Les géants technologiques américains font face à une pression accrue des autorités, qui menacent de les forcer à céder des activités, mais ils continuent d’afficher une santé insolente en Bourse.
Les titres d’Apple, Facebook, Amazon et Alphabet (maison-mère de Google) ont de nouveau tutoyé des sommets historiques ces dernières semaines, aidés par des profits records au deuxième trimestre.
Leur valeur boursière culmine pour chacun d’entre eux au-dessus de 1.000 milliards de dollars, Apple ayant même dépassé 2.000 milliards. Sur un an, Alphabet a pris 80%, Facebook 40% et Apple 30%. Amazon est relativement stable après avoir atteint des sommets historiques en juillet. Microsoft, qui dépasse aussi les 2.000 milliards de valeur boursière, échappe pour l’instant aux radars des régulateurs.
Le gouvernement du président Biden a pourtant adopté une posture plus agressive avec ces grands noms, notamment en nommant des personnalités critiques de ce secteur au sein de l’autorité américaine de la concurrence (FTC).
La juriste Lina Khan a pris la tête de l’institution en juin, une femme de 32 ans réputée pour son hostilité aux monopoles des grandes plateformes technologiques.
Parmi les griefs reprochés à ces géants, la mainmise d’Apple et Google sur le marché des applications mobiles, le manque de concurrence dans un marché publicitaire numérique dominé par Facebook et Google, et des conditions inéquitables pour les vendeurs indépendants sur Amazon.com.
Des poursuites de la FTC pour pratiques anticoncurrentielles pourraient en outre obliger Facebook à se séparer d’Instagram et WhatsApp. Mais malgré les discours fermes et les protocoles d’accords financiers dans des litiges antitrusts aux Etats-Unis et en Europe, les « Big Tech » n’ont pas vu leur élan freiné. Ils ont dans le même temps pu compter sur le soutien involontaire du gouvernement chinois, qui a lancé une puissante répression des plus grosses sociétés nationales cotées. Celle-ci « a été tellement forte qu’elle a mené les investisseurs de la tech chinoise à la tech américaine », observe Daniel Ives, analyste pour Wedbush Securities.
Tant sur le plan juridique que législatif, les observateurs pensent que toute action des autorités pourrait prendre des années à se concrétiser, et faire l’objet de contestations.
Etant donné les mesures législatives controversées nécessaires pour parvenir à une telle sanction, « les scissions de tels groupes sont quasiment impossibles », estime Daniel Newman, analyste pour Futurum Research.
D’autant que le Congrès est très divisé, renchérit Dan Ives. « Tant que les investisseurs ne verront pas de consensus sur les projets de réglementation antitrust, ils verront là un risque modéré (pour les entreprises) et continueront donc d’acquérir des actions technologiques », pense-t-il.
L’issue la plus probable, selon Daniel Newman, est l’imposition d’amendes de milliards de dollars pour ces entreprises qui s’adapteraient par la même occasion aux changements réglementaires.
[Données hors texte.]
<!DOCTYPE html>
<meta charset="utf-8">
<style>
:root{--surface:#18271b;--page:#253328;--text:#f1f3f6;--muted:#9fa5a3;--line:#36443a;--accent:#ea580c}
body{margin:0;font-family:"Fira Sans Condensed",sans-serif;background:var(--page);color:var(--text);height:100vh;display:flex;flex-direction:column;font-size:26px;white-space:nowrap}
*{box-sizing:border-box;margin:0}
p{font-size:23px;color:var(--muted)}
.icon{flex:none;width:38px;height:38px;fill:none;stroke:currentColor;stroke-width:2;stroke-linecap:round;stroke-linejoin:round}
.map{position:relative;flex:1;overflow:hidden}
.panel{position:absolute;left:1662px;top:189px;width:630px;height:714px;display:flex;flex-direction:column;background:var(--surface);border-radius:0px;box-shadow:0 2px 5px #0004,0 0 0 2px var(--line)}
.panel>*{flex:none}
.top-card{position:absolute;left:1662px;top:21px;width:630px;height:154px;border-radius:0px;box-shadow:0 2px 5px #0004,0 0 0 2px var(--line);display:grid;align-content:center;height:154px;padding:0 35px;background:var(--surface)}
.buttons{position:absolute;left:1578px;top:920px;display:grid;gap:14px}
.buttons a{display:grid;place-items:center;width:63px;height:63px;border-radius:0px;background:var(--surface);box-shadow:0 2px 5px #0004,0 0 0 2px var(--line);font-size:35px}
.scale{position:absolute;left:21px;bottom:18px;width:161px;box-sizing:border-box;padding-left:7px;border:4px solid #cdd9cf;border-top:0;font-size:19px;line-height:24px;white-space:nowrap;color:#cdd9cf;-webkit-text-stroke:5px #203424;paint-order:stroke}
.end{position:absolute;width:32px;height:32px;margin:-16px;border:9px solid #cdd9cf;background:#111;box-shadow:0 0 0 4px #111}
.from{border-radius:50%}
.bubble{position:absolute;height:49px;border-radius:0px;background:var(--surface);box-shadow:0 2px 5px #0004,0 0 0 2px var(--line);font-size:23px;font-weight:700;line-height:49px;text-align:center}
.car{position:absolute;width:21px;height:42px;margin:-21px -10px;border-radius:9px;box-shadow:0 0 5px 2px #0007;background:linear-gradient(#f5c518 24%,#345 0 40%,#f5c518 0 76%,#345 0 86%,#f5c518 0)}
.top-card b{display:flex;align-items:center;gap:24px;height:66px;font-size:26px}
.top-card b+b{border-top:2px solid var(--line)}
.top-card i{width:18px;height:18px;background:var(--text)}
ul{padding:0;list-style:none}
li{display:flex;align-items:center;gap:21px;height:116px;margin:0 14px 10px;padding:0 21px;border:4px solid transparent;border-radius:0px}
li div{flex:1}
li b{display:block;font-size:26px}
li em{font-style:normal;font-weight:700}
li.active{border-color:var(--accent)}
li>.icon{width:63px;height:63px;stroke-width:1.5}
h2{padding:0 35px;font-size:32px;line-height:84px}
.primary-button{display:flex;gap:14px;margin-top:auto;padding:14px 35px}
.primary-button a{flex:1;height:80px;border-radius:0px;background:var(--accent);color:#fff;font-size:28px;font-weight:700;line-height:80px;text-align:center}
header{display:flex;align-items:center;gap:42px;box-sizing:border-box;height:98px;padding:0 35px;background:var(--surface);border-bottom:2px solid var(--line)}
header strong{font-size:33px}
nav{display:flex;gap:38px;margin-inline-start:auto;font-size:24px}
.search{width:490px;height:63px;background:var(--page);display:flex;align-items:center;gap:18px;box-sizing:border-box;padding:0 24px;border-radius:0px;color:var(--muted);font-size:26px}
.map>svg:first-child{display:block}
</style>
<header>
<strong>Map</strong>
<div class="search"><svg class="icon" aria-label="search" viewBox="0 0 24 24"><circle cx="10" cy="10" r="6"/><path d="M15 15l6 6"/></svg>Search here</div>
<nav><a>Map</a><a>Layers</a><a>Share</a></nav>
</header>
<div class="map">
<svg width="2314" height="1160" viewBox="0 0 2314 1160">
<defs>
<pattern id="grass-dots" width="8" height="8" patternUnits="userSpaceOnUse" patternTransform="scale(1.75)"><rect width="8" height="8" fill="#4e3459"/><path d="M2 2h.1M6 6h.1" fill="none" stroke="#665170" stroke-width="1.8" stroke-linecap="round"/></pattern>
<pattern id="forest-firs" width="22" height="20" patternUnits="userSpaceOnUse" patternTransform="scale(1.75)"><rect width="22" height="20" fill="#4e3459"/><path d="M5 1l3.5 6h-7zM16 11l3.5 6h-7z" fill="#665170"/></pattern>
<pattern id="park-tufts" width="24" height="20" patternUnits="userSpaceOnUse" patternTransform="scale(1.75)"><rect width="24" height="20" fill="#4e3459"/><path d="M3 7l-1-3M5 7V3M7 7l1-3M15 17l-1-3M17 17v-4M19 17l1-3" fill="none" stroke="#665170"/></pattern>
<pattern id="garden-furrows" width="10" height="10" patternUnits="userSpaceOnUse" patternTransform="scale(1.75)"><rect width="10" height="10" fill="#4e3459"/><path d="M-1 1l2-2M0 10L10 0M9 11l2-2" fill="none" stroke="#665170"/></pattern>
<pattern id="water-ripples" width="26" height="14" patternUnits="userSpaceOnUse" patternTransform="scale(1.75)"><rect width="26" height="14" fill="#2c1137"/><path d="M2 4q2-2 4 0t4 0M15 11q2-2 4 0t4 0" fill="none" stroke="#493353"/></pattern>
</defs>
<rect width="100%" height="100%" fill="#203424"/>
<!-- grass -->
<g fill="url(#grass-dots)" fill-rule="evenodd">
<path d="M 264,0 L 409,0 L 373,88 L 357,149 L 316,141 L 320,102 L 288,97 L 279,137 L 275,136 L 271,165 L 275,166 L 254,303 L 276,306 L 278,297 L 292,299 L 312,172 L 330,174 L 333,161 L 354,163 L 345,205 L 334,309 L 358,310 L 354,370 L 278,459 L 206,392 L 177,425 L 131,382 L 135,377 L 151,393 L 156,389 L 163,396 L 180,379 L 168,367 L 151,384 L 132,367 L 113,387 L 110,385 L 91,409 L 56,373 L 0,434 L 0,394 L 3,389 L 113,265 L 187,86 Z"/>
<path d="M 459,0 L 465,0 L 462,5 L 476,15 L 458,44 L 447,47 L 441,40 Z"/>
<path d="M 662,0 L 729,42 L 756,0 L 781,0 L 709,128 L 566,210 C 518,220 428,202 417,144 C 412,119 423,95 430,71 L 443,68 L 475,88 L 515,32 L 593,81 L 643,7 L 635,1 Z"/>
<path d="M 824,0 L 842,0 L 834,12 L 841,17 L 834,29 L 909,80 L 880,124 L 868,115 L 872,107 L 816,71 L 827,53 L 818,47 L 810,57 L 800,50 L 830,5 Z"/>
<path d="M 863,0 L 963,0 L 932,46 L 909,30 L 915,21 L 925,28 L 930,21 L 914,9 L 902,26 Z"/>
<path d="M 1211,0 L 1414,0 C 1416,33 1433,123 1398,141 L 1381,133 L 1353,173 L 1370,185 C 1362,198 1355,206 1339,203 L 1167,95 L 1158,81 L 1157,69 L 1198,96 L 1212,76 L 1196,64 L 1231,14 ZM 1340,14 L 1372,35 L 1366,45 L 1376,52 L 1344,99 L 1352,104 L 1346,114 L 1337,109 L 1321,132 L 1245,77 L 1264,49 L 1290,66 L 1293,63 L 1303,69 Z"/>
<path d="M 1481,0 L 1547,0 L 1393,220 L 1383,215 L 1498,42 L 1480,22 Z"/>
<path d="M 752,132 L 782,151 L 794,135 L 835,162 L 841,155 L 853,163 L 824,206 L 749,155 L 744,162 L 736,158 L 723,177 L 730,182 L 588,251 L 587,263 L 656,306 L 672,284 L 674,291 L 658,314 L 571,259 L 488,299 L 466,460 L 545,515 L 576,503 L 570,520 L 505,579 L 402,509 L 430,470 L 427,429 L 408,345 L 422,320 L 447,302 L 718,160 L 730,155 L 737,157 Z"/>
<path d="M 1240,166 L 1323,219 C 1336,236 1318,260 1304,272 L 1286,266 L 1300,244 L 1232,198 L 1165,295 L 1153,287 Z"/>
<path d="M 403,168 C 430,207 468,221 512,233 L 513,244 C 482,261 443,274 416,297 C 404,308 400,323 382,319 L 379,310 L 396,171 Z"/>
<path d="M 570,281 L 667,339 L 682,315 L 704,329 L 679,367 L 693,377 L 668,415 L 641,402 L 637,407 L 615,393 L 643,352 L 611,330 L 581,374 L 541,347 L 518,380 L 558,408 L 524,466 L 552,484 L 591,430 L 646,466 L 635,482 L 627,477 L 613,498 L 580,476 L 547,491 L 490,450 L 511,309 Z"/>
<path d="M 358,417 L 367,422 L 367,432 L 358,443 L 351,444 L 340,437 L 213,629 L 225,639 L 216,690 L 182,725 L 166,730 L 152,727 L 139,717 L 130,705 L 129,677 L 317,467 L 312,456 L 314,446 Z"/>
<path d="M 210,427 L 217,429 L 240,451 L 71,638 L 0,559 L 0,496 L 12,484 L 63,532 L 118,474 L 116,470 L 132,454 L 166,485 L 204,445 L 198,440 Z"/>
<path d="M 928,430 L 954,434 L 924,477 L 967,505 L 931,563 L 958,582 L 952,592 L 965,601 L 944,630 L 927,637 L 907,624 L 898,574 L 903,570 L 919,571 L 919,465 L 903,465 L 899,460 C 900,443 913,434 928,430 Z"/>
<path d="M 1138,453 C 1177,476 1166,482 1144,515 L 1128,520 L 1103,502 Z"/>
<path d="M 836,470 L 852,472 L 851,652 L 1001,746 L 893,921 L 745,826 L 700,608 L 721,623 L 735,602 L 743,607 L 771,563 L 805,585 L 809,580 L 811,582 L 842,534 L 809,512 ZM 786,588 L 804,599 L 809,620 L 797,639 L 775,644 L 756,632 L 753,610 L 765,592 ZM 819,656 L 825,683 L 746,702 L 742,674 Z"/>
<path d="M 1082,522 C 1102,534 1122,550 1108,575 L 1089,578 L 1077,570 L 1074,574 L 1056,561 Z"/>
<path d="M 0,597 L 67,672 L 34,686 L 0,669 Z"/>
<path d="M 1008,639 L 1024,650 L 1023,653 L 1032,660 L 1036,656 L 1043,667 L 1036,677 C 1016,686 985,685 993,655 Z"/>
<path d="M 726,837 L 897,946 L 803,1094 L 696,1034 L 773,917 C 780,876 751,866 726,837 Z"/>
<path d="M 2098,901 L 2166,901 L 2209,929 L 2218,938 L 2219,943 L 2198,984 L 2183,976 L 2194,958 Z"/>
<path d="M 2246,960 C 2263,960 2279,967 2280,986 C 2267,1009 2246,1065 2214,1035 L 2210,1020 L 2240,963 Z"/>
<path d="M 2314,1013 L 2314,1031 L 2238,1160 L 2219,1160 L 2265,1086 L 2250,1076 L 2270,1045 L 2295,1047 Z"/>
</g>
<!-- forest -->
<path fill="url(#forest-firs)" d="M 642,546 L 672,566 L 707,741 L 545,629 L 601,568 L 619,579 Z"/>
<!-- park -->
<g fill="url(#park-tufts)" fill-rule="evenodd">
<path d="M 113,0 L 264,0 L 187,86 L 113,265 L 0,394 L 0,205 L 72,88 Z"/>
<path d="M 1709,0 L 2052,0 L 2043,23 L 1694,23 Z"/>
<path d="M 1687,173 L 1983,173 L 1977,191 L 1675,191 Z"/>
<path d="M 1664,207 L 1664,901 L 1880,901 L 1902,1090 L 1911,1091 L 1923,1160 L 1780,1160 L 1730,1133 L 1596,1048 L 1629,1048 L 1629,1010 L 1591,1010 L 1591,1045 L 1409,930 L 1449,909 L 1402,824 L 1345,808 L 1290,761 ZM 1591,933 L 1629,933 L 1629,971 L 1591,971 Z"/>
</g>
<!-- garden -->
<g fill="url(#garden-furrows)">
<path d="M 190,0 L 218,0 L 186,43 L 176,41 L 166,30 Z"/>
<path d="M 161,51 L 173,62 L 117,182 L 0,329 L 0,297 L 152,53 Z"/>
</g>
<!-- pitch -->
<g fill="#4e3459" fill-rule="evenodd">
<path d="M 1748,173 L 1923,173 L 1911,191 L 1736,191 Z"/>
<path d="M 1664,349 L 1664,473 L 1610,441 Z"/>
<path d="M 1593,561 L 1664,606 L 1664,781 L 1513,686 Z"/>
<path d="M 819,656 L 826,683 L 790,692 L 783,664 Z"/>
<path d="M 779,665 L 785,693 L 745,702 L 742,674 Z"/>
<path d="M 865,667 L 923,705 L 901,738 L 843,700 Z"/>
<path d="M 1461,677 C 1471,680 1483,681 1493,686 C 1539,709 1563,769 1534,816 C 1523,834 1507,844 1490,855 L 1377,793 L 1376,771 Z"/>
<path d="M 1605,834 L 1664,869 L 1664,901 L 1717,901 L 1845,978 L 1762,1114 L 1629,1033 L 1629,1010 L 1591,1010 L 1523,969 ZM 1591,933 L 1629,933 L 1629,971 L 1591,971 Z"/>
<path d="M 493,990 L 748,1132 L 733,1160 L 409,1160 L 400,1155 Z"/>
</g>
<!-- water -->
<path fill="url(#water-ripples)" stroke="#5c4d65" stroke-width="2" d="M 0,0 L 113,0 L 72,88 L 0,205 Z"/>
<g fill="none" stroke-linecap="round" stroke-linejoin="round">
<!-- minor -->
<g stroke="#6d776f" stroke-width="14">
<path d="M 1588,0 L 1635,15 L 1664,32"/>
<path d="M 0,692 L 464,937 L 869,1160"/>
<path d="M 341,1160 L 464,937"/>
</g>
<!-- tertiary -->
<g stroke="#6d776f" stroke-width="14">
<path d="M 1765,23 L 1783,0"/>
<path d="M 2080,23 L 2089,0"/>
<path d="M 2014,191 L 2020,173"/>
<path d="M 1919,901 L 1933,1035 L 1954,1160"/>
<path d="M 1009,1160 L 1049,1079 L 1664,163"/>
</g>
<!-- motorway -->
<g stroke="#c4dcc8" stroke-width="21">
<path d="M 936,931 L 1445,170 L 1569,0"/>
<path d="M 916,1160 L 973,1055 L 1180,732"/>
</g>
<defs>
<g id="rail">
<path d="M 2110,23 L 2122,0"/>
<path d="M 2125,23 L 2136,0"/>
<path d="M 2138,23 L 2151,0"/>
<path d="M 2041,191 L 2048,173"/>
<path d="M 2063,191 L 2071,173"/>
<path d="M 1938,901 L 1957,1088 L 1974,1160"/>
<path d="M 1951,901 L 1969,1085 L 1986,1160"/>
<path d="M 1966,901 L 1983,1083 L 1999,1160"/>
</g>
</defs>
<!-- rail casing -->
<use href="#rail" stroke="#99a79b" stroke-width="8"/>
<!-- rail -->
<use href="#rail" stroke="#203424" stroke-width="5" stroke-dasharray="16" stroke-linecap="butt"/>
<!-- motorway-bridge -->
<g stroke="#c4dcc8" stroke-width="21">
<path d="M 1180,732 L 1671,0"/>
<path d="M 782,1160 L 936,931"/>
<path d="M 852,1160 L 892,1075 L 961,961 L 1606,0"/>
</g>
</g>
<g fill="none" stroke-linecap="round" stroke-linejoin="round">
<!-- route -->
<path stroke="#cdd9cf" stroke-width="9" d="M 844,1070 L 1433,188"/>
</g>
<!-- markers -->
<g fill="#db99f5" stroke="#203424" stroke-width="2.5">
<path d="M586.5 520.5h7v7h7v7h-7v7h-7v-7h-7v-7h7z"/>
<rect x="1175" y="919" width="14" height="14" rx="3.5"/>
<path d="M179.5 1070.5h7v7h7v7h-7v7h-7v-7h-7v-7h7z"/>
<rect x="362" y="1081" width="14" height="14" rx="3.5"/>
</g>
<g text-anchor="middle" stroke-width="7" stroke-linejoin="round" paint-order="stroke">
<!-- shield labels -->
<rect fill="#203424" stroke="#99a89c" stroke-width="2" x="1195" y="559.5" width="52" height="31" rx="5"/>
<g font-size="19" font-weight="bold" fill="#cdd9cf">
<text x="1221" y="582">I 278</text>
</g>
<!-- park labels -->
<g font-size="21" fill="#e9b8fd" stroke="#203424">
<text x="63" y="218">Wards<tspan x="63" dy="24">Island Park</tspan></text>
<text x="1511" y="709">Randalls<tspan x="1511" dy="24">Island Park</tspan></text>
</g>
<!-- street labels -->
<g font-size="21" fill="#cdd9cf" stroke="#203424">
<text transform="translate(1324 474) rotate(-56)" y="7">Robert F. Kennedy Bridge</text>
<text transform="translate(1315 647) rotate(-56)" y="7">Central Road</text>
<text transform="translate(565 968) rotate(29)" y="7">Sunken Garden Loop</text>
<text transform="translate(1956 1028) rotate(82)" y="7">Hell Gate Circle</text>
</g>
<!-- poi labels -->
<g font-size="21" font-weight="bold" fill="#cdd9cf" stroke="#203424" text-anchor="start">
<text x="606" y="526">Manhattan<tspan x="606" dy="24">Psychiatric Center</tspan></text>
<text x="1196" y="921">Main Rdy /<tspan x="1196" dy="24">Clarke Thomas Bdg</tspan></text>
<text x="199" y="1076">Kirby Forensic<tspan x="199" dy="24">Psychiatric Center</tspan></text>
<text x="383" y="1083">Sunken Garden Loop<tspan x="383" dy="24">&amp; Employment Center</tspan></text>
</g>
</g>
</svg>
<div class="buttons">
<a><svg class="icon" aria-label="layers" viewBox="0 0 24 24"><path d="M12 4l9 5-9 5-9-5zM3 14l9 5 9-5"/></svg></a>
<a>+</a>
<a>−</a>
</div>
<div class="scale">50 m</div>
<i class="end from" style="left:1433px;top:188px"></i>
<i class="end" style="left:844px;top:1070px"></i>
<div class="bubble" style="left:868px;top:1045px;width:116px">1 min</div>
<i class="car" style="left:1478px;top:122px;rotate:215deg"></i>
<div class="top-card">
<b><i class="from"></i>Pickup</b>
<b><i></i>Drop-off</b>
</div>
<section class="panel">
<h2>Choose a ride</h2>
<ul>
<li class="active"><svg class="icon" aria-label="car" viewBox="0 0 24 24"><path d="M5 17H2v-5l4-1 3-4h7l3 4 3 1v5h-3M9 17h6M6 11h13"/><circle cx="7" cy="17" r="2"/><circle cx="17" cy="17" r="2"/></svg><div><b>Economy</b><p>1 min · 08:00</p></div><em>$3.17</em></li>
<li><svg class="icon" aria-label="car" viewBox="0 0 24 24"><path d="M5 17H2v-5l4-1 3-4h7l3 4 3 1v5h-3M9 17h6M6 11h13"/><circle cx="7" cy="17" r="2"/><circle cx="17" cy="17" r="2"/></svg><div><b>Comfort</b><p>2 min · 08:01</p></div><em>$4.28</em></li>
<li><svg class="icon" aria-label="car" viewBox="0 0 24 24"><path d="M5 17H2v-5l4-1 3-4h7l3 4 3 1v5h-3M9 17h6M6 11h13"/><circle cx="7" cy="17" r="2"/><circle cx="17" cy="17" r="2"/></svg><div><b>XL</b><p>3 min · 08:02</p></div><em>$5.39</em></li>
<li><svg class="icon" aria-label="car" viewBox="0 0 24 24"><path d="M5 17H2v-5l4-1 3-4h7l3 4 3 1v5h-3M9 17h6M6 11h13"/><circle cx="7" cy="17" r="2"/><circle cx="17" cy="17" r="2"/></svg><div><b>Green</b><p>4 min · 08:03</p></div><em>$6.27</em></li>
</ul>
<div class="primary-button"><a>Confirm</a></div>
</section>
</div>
Elles « ont davantage de ressources et de connaissances du secteur que les régulateurs », ajoute-t-il.
Ces sociétés sont également très exposées en matière de réglementation sur la confidentialité des données et la modération des contenus, selon Tracy Li, de la société d’investissement Capital Group. Toutefois, « les inquiétudes concernant la vie privée ou les contenus pourraient les renforcer plutôt que les affaiblir », car « ces entreprises disposent souvent de protocoles bien en place et ont davantage de ressources pour s’attaquer aux questions de confidentialité et de droit », affirme-t-elle sur son blog. C’est l’une des différences majeures entre régulateurs et grandes plateformes: elles peuvent innover rapidement tandis que les institutions subissent les lenteurs propres au rôle de gendarme. Facebook, par exemple, se prépare déjà à un futur qui ne sera plus dominé par les réseaux sociaux mais par le « metaverse », un « méta-univers » où réel et virtuel vont se confondre grâce aux technologies de réalités virtuelle et augmentée.
Les évolutions règlementaires pourraient avoir « un impact significatif » sur le groupe, note l’analyste indépendant Eric Seufert, « mais l’échelle même de Facebook et la trajectoire de croissance de la publicité numérique rendent cela plus aisé à supporter ». « La mine d’or (…) est loin d’être épuisée », ajoute-t-il.
D’une façon générale, ces entreprises ont profité de leur assise pour croître encore davantage pendant la pandémie en proposant des services innovants à des consommateurs captifs. « C’est devenu extrêmement difficile pour les nouveaux entrants de percer », observe M. Newman. Pour les investisseurs, cela signifie que « personne d’autre ne peut créer de valeur aussi rapidement ».